Problem with inequality of sequences
PBHTasche opened this issue · 2 comments
Silicon seems to not be able to prove inequality of sequences if the first elements are equal. If I first reason about the elements individually, then the reasoning about the sequences passes as well. This is similar to issue #601, but still seems to be a problem. Like with that issue, Carbon does verify the example.
// This passes
method test_seq_unequal()
{
assert Seq(false, false) != Seq(true, true)
}
// This fails
method test_seq_semiequal()
{
assert Seq(true, false) != Seq(true, true)
}
// This passes
method test_seq_elemwise()
{
var s1: Seq[Bool] := Seq(true, true)
var s2: Seq[Bool] := Seq(true, false)
assert s1[0] != s2[0] || s1[1] != s2[1]
assert s1 != s2
}
The Silicon version I use is Silicon 1.1-SNAPSHOT (4c705143)
.
Update: From what we can tell, it seems to be an issue with the axiomatisation of sequence equality, specifically the triggers in the extensional_seq_equality
axiom.
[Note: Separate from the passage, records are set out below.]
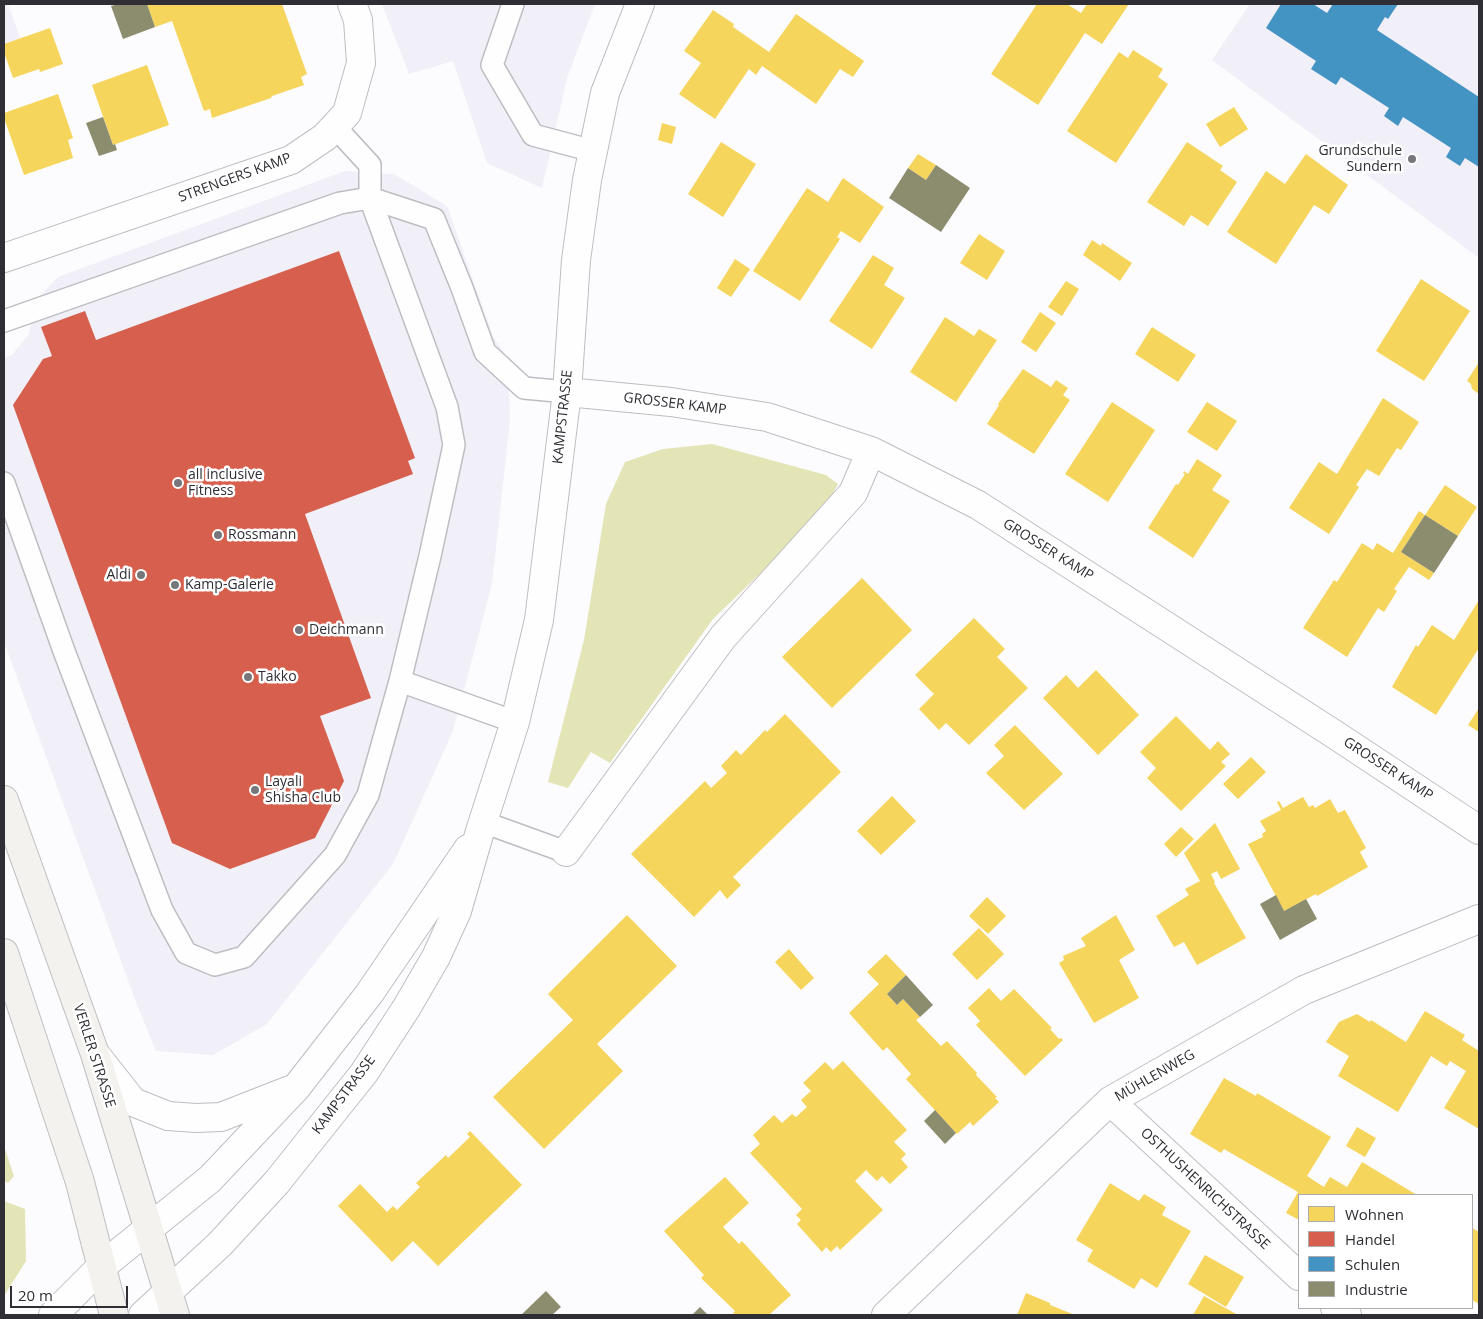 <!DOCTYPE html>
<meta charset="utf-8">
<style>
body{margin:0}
#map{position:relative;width:1483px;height:1319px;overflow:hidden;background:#fcfbfd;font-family:"Open Sans",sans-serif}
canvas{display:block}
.frame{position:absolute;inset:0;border:5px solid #2f2e34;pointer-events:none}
.legend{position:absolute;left:1298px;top:1194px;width:175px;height:115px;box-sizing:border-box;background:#fff;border:1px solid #acabae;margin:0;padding:6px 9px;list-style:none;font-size:15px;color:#2f2e34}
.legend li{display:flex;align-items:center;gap:10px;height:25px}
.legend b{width:25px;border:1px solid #acabae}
.scale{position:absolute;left:10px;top:1286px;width:118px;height:22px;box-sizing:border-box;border:2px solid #2f2e34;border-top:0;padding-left:6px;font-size:15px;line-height:18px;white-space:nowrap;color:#2f2e34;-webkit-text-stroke:4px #fff;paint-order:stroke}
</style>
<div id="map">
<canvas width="1483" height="1319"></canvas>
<div class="frame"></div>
<ul class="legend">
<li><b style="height:14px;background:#f6d55c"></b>Wohnen</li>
<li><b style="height:14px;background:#d6604d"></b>Handel</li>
<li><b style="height:14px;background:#4393c3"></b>Schulen</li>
<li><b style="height:14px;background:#8c8c6e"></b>Industrie</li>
</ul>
<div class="scale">20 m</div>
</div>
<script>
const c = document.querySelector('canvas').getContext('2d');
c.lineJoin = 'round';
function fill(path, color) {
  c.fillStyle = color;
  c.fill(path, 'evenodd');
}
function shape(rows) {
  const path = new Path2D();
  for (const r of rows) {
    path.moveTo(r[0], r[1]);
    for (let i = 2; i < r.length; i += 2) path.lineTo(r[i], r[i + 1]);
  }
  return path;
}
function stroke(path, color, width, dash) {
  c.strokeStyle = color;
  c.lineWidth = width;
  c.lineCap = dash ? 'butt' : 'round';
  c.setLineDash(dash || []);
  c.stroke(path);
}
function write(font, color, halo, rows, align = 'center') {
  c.font = font + ' "Open Sans",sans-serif';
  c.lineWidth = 5;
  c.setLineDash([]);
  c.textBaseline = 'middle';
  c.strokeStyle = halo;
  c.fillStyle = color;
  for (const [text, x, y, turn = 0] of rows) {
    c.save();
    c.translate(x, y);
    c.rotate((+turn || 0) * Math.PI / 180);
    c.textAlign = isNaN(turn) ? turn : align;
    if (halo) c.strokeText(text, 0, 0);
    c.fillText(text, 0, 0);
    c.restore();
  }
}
fill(shape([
 [4,4,8,4,20,38,4,44],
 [382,4,595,4,567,78,542,188,487,163,453,61,409,74],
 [1250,4,1479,4,1479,258,1212,60],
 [345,171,394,174,447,206,493,336,508,359,510,420,492,584,453,731,393,864,267,1024,213,1055,156,1051,136,1002,4,642,4,358,12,355,29,334,35,301,58,277]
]), '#f1eff8');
fill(shape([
 [712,444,826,475,838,484,823,513,713,619,610,763,591,752,568,788,548,782,584,640,606,504,625,462,663,449],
 [4,1146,14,1176,8,1183,4,1181],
 [4,1201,25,1209,26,1261,4,1296]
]), '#e3e5b7');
fill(shape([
 [147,4,282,4,307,74,301,77,304,85,272,96,271,98,212,118,210,109,204,111,172,21,155,27],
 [1037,4,1067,4,1081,13,1087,4,1129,4,1102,44,1085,33,1038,105,991,74],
 [713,10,734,24,733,27,769,52,796,14,864,61,853,77,840,69,816,104,762,66,756,75,749,69,715,119,679,94,701,63,684,51],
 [50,28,63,64,40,72,39,69,13,78,4,52,4,44],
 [1133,50,1163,69,1158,77,1168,84,1116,163,1067,131,1119,52,1128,58],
 [147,65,169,125,113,145,92,85],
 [58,94,73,138,68,140,73,158,24,175,4,118,4,113],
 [1234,107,1248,129,1220,147,1206,124],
 [662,123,676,127,672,144,658,140],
 [721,142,756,164,723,217,688,194],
 [1187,142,1223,166,1220,170,1237,182,1208,226,1191,215,1184,226,1147,202],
 [918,154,936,165,926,180,908,168],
 [1306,154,1348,185,1329,214,1314,205,1276,264,1227,232,1266,171,1285,184],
 [843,178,884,207,860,243,841,231,837,237,840,239,800,301,753,271,807,188,828,202],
 [979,234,1005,251,987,280,960,263],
 [1092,240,1101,246,1102,243,1132,263,1120,281,1083,255],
 [873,255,894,268,884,285,905,298,872,349,829,321],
 [735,259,750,269,731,297,717,288],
 [1421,279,1470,311,1424,381,1376,351],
 [1066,281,1079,289,1062,316,1048,307],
 [1040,312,1056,323,1036,352,1021,342],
 [945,317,974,336,979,329,997,340,956,402,910,372],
 [1152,327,1196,355,1178,382,1135,354],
 [1479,362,1479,394,1472,389,1471,384,1467,381],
 [1023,369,1051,387,1056,380,1068,388,1063,395,1070,400,1034,454,987,424,999,405,998,404],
 [1383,398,1419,422,1401,450,1397,448,1379,476,1367,469,1356,485,1359,487,1329,534,1289,508,1319,462,1337,474],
 [1112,402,1155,430,1108,502,1065,474],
 [1207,402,1237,421,1217,451,1187,432],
 [1197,459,1222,475,1212,490,1230,501,1193,558,1148,528,1176,484,1178,485,1185,474,1183,473,1184,471,1188,474],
 [1445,485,1477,507,1458,536,1425,515],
 [1419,511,1425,515,1401,552,1434,573,1429,580,1409,567,1394,589,1397,591,1384,612,1378,608,1347,657,1303,628,1334,580,1337,582,1362,543,1373,550,1377,543,1393,553],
 [862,578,912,630,832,708,782,657],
 [1479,600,1479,648,1436,715,1392,687,1416,645,1418,647,1432,625,1454,640],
 [974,618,1005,649,997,657,1028,688,969,745,946,723,939,730,919,709,934,694,915,675],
 [1096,670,1139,715,1098,755,1043,698,1066,675,1078,688],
 [1479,708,1479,732,1468,725],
 [785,714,841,772,733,877,741,885,727,899,720,890,694,917,631,854,705,781,711,788,727,773,721,766,736,750,741,755,765,730,767,732],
 [1176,716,1210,750,1218,741,1230,754,1221,762,1226,766,1181,811,1147,778,1156,768,1140,752],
 [1015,725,1063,774,1024,810,986,773,1004,756,994,745],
 [1251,757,1266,772,1238,799,1223,784],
 [892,796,916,821,881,855,857,831],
 [1303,797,1309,807,1313,805,1315,808,1330,799,1338,813,1345,810,1366,848,1360,852,1368,867,1317,896,1316,894,1284,911,1248,844,1263,837,1262,834,1266,831,1260,821,1281,810,1277,802,1279,801,1283,808],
 [1215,823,1240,869,1221,879,1217,871,1211,874,1215,882,1214,883,1246,938,1197,965,1184,942,1174,947,1156,916,1189,895,1185,889,1200,881,1184,853],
 [1181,827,1194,839,1176,857,1164,844],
 [987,897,1006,916,988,934,969,916],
 [627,915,677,966,597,1044,623,1071,544,1149,493,1097,573,1020,548,994],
 [1116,915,1135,950,1119,960,1139,998,1094,1023,1059,963,1064,960,1063,956,1086,946,1081,938],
 [979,928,1004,954,977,980,952,954],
 [789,949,814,978,801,990,775,962],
 [886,954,906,975,887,994,897,1005,903,999,920,1017,916,1020,941,1046,947,1041,977,1073,976,1075,997,1097,995,1098,999,1102,973,1126,970,1122,957,1134,906,1079,911,1074,887,1047,883,1051,849,1013,879,984,867,972],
 [989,988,1001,1001,1014,989,1052,1028,1050,1029,1059,1039,1061,1038,1063,1040,1025,1076,976,1025,980,1021,968,1008],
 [1425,1011,1465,1035,1462,1040,1479,1051,1479,1129,1444,1108,1466,1071,1450,1061,1447,1066,1431,1056,1398,1112,1338,1076,1349,1056,1326,1042,1339,1022,1357,1014,1370,1022,1371,1020,1406,1042],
 [843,1061,907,1130,894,1142,906,1154,901,1159,908,1167,890,1184,882,1176,877,1181,866,1170,855,1181,883,1210,840,1250,837,1246,831,1252,826,1247,822,1252,797,1224,801,1220,796,1215,802,1209,750,1153,760,1144,753,1135,774,1115,782,1123,792,1114,796,1117,807,1107,801,1100,811,1091,803,1083,825,1062,833,1070],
 [1224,1078,1256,1096,1257,1093,1331,1137,1307,1176,1324,1187,1330,1177,1347,1187,1362,1162,1417,1195,1299,1195,1299,1220,1286,1213,1298,1192,1224,1149,1221,1153,1190,1134],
 [1357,1127,1376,1138,1365,1157,1346,1146],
 [470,1131,522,1185,438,1266,413,1241,392,1262,338,1206,360,1184,387,1212,393,1206,397,1210,420,1187,416,1183,446,1155,448,1158,470,1137,467,1134],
 [725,1177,749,1203,723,1227,739,1244,742,1241,791,1295,769,1315,736,1315,733,1313,735,1311,701,1278,704,1275,664,1231],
 [1110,1183,1139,1201,1144,1194,1166,1207,1162,1215,1191,1231,1157,1288,1141,1278,1134,1289,1087,1261,1093,1250,1076,1240],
 [1472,1228,1479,1232,1479,1304,1472,1300],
 [1205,1255,1244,1277,1226,1307,1188,1284],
 [1026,1293,1050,1303,1050,1305,1075,1315,1017,1315],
 [1204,1296,1238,1315,1193,1315]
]), '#f6d55c');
fill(shape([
 [339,251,415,458,408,461,413,474,305,514,371,698,320,716,344,781,315,838,230,869,172,843,13,405,43,359,52,356,41,327,85,311,96,340]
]), '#d6604d');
fill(shape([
 [1281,4,1313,4,1327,13,1333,4,1398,4,1388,19,1385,17,1377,30,1479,97,1479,167,1465,158,1460,166,1446,157,1451,148,1403,117,1398,126,1384,116,1389,108,1341,77,1336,85,1311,69,1316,61,1266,28]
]), '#4393c3');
fill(shape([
 [118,4,147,4,155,27,123,39,111,6],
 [103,117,113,145,115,144,117,150,99,156,86,123],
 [936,165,970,188,941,232,889,198,908,168,926,180],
 [1425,515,1458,536,1434,573,1401,552],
 [1276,895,1284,911,1306,899,1317,919,1280,940,1260,904],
 [906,975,933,1005,920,1017,903,999,897,1005,887,994],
 [935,1110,956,1133,945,1144,924,1121],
 [546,1291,561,1307,552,1315,521,1315],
 [700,1307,708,1315,692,1315]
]), '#8c8c6e');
const lane = shape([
 [513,4,492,65,533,135,593,151],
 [4,321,340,203,370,198,434,219,462,288,485,352,524,388,567,392],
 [4,483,64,651,162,910,186,953,215,965,244,957,335,855,368,795,400,681,430,556,454,445,447,407,370,198,370,165,335,127],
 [400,681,515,722],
 [483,822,566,852]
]);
const street = shape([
 [4,258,291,160,325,137,347,113,361,63,358,20,352,4],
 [567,392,671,402,767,417,871,451,978,505,1337,736,1479,830],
 [566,852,723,637,853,493,871,451],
 [96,1055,133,1102,168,1116,196,1118,221,1117,290,1090],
 [1110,1101,1299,1276],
 [1335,1308,1347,1315],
 [53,1315,101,1267,210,1179,296,1088,369,994,468,849],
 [143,1315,220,1244,277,1182,364,1073,407,1007,436,957,457,911,480,831,515,722,539,620,567,392,576,260,587,180,605,93,640,4],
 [886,1315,1110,1101,1304,990,1479,919]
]);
const secondary = shape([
 [4,800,95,1054,175,1315],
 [4,953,80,1182,114,1315]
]);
stroke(lane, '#bebdc2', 24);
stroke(street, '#bebdc2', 30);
stroke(secondary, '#bebdc2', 30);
stroke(lane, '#fffeff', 21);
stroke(street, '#fffeff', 28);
stroke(secondary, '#f4f2ef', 28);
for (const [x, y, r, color] of [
 [1412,159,5,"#77767a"],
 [178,483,5,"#77767a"],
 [218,535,5,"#77767a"],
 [141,575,5,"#77767a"],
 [175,585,5,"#77767a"],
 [299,630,5,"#77767a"],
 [248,677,5,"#77767a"],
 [255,790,5,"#77767a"]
]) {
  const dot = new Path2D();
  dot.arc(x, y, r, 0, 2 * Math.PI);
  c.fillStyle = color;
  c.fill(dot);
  stroke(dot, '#fff', 2);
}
write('14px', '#2f2e34', '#fff', [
 ["Grundschule",1402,151,"right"],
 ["Sundern",1402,167,"right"],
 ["all inclusive",188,475],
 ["Fitness",188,491],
 ["Rossmann",228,535],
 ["Aldi",131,575,"right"],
 ["Kamp-Galerie",185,585],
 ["Deichmann",309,630],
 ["Takko",258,677],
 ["Layali",265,782],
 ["Shisha Club",265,798]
], 'left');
write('14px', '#2f2e34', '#fff', [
 ["STRENGERS KAMP",235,178,-20],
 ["GROSSER KAMP",675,404,7],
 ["KAMPSTRASSE",563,417,-84],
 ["GROSSER KAMP",1048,550,32],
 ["GROSSER KAMP",1388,769,33],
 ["VERLER STRASSE",94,1056,72],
 ["MÜHLENWEG",1155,1076,-30],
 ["KAMPSTRASSE",344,1095,-53],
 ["OSTHUSHENRICHSTRASSE",1205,1189,43]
]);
</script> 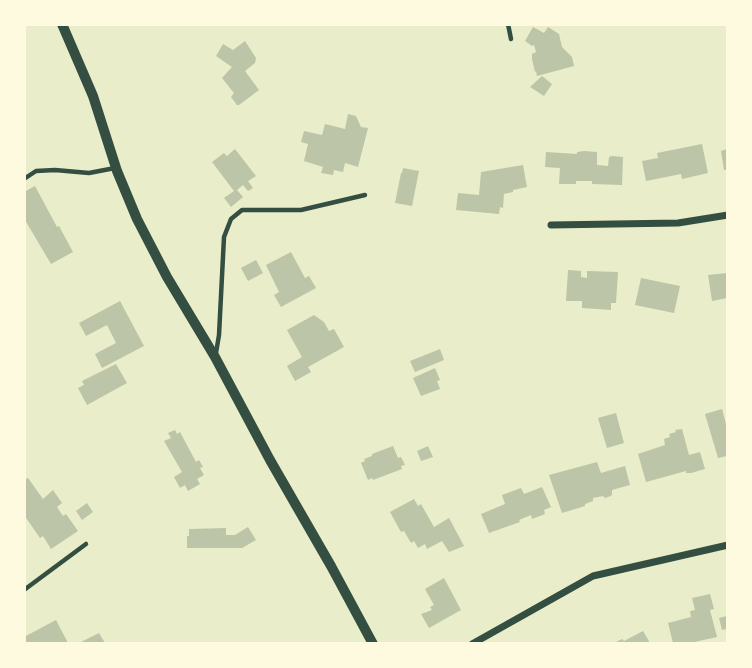 <!DOCTYPE html>
<style>
body{margin:0}
#map{position:relative;width:752px;height:668px;overflow:hidden;background:#e9edc9;font-family:"Noto Sans",sans-serif}
canvas{display:block}
.frame{position:absolute;inset:0;border:26px solid #fefae0;pointer-events:none}
</style>
<div id="map">
<canvas width="752" height="668"></canvas>
<div class="frame"></div>
</div>
<script>
const ctx = document.querySelector('canvas').getContext('2d');
ctx.lineJoin = 'round';
function fillPath(path, color) { ctx.fillStyle = color; ctx.fill(path, 'evenodd'); }
const poly = rows => new Path2D(rows.map(r => 'M' + r).join(''));
function stroke(path, color, width, dash) { ctx.strokeStyle = color; ctx.lineWidth = width; ctx.lineCap = dash ? 'butt' : 'round'; ctx.setLineDash(dash || []); ctx.stroke(path); }
fillPath(poly([
 [533,27,544,33,548,27,559,34,562,47,572,57,574,66,537,76,536,71,535,72,532,59,532,54,536,52,534,45,532,46,525,41],
 [245,41,256,58,255,63,245,71,259,90,239,105,237,105,231,97,234,93,222,78,232,67,216,56,223,44,233,50],
 [542,76,552,84,544,96,530,87],
 [348,114,356,116,361,127,368,128,358,167,345,163,343,172,334,170,333,175,321,173,323,167,304,161,308,144,301,142,304,131,322,135,325,124,345,129],
 [702,144,708,173,682,179,681,174,646,181,642,161,658,158,657,153],
 [235,149,256,176,248,181,253,188,248,191,243,185,237,190,243,197,231,207,224,198,234,191,212,162,224,153,227,156],
 [727,149,727,170,724,170,721,151],
 [584,151,597,152,597,165,608,166,609,157,612,156,623,157,622,185,592,184,592,181,576,181,576,184,559,184,560,168,545,167,546,152,577,154,577,152],
 [523,165,527,187,513,190,513,192,504,194,503,208,500,207,499,214,456,210,458,193,479,195,481,172],
 [403,168,419,171,412,206,395,203,401,173,402,173],
 [35,186,57,227,59,226,73,252,51,264,25,220,24,192],
 [291,252,305,278,309,276,316,288,281,307,274,295,279,292,266,265],
 [256,260,263,273,248,281,241,268],
 [568,270,581,271,581,277,587,278,587,271,618,272,616,303,611,303,611,310,582,308,582,301,566,301],
 [727,273,727,298,712,301,708,275],
 [641,278,680,286,674,313,635,305],
 [120,301,144,346,102,368,95,354,116,343,107,325,86,336,79,323],
 [314,315,324,322,329,331,334,329,344,347,308,367,311,372,295,381,287,366,302,357,287,330],
 [440,349,444,360,415,372,410,361],
 [116,364,127,383,87,405,78,388,84,385,82,381],
 [435,368,440,380,437,381,440,389,421,396,413,378],
 [722,409,727,428,727,456,718,458,705,414],
 [616,413,624,443,607,448,598,418],
 [682,429,689,455,700,452,705,469,691,473,686,473,686,471,646,482,638,454,665,445,664,439,670,437,669,434,676,432,675,430],
 [175,430,177,434,180,432,196,462,199,460,203,467,200,468,204,475,197,479,200,484,188,491,185,485,180,488,174,477,182,472,164,441,171,438,168,433],
 [393,446,398,458,401,457,405,465,401,466,402,469,373,480,372,478,368,480,361,463,365,461,364,459,372,456,372,454],
 [428,446,433,457,421,461,417,451],
 [597,462,601,473,625,466,630,485,612,490,612,494,611,496,605,498,603,496,593,498,593,501,585,504,585,506,562,513,549,475],
 [28,478,43,499,53,490,62,503,57,507,63,516,66,514,78,531,51,549,43,536,40,538,24,515,24,480],
 [542,487,551,507,544,510,545,514,532,519,531,515,519,520,520,522,489,533,481,514,505,504,502,495,521,488,524,494],
 [414,499,418,506,421,504,434,527,449,518,464,546,449,552,442,541,427,549,425,544,418,548,414,541,411,543,404,531,401,532,390,512],
 [87,503,93,512,82,520,76,511],
 [248,527,256,540,242,548,187,548,187,536,189,536,189,529,226,528,226,535,235,535],
 [444,578,461,610,429,628,421,614,432,610,430,607,434,605,425,589],
 [710,594,714,609,710,610,717,637,690,643,673,643,668,623,691,617,690,611,695,610,692,598],
 [727,616,727,629,722,630,719,618],
 [56,620,68,643,24,643,24,637],
 [643,631,650,643,614,643,622,639,624,641],
 [99,633,105,643,79,643]
]), '#bcc5a7');
stroke(poly([
 [508,24,511,39],
 [24,179,36,171,55,170,89,173,115,168],
 [216,353,219,335,224,237,231,219,242,210,301,210,365,195],
 [24,590,86,544]
]), '#344e41', 4.5);
stroke(poly([
 [551,225,678,223,728,215],
 [472,644,593,576,728,545]
]), '#344e41', 7);
stroke(poly([
 [62,24,93,96,117,171,137,219,167,277,215,357,270,460,331,566,373,644]
]), '#344e41', 10);
</script>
Accessing the unequal item in one of the sequences allows verification to pass:
// This passes
method test_seq_semiequal()
{
var b: Bool
b := Seq(true, false)[1]
assert Seq(true, false) != Seq(true, true)
}
I won't have time to look at this any time soon. If you can see a difference between the axiom triggers used by Carbon and Silicon, you could adjust the latter to see if this resolves the incompleteness. I would be much obliged :-)
This example verifies since we integrated Carbon's sequence axiomatization into Silicon (PR #642).